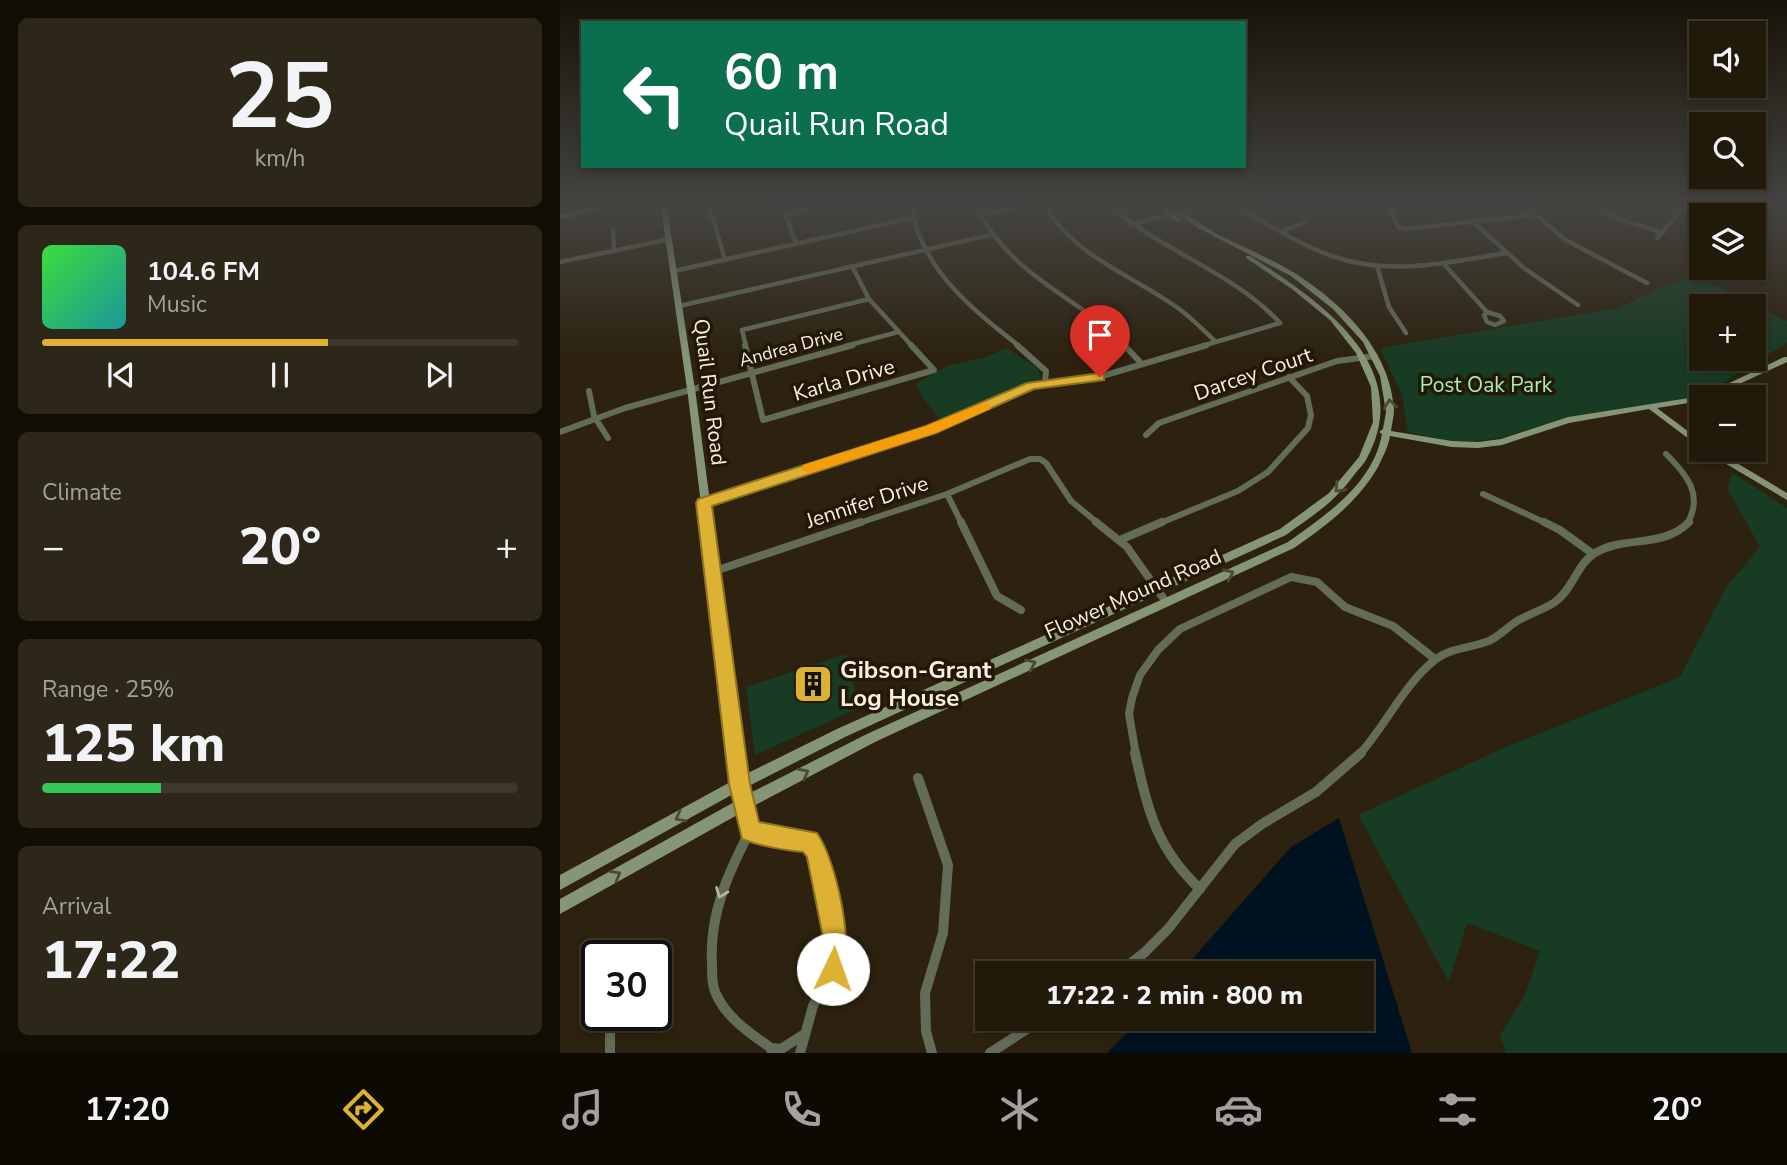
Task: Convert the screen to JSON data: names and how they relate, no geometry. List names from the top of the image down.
{
  "streets": {
    "main road": ["Quail Run Road", "Flower Mound Road"],
    "street": [
      "Andrea Drive",
      "Darcey Court",
      "Karla Drive",
      "Jennifer Drive"
    ]
  },
  "crossings": [
    ["Andrea Drive", "Karla Drive"],
    ["Andrea Drive", "Quail Run Road"],
    ["Darcey Court", "Flower Mound Road"],
    ["Quail Run Road", "Jennifer Drive"],
    ["Quail Run Road", "Flower Mound Road"]
  ],
  "parks": ["Post Oak Park"],
  "places": {
    "building": ["Gibson-Grant Log House"]
  },
  "page": {
    "tile": [
      ["25", "km/h"],
      "Climate",
      ["Range · 25%", "125 km"],
      ["Arrival", "17:22"]
    ],
    "map_buttons": ["+", "−"],
    "turn": ["60 m", "Quail Run Road"],
    "song": ["104.6 FM", "Music"],
    "heat": ["−", "20°", "+"],
    "limit": "30",
    "trip": "17:22 · 2 min · 800 m",
    "tabs": ["17:20", "20°"]
  }
}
┄┄┄┄┄┄
▶ **What to produce**:
The task calls for duplicating the data exactly, with no images kept.

▶ **Output**:
Task: Convert the screen to JSON data: names and how they relate, no geometry. List names from the top of the image down.
{
  "streets": {
    "main road": ["Quail Run Road", "Flower Mound Road"],
    "street": [
      "Andrea Drive",
      "Darcey Court",
      "Karla Drive",
      "Jennifer Drive"
    ]
  },
  "crossings": [
    ["Andrea Drive", "Karla Drive"],
    ["Andrea Drive", "Quail Run Road"],
    ["Darcey Court", "Flower Mound Road"],
    ["Quail Run Road", "Jennifer Drive"],
    ["Quail Run Road", "Flower Mound Road"]
  ],
  "parks": ["Post Oak Park"],
  "places": {
    "building": ["Gibson-Grant Log House"]
  },
  "page": {
    "tile": [
      ["25", "km/h"],
      "Climate",
      ["Range · 25%", "125 km"],
      ["Arrival", "17:22"]
    ],
    "map_buttons": ["+", "−"],
    "turn": ["60 m", "Quail Run Road"],
    "song": ["104.6 FM", "Music"],
    "heat": ["−", "20°", "+"],
    "limit": "30",
    "trip": "17:22 · 2 min · 800 m",
    "tabs": ["17:20", "20°"]
  }
}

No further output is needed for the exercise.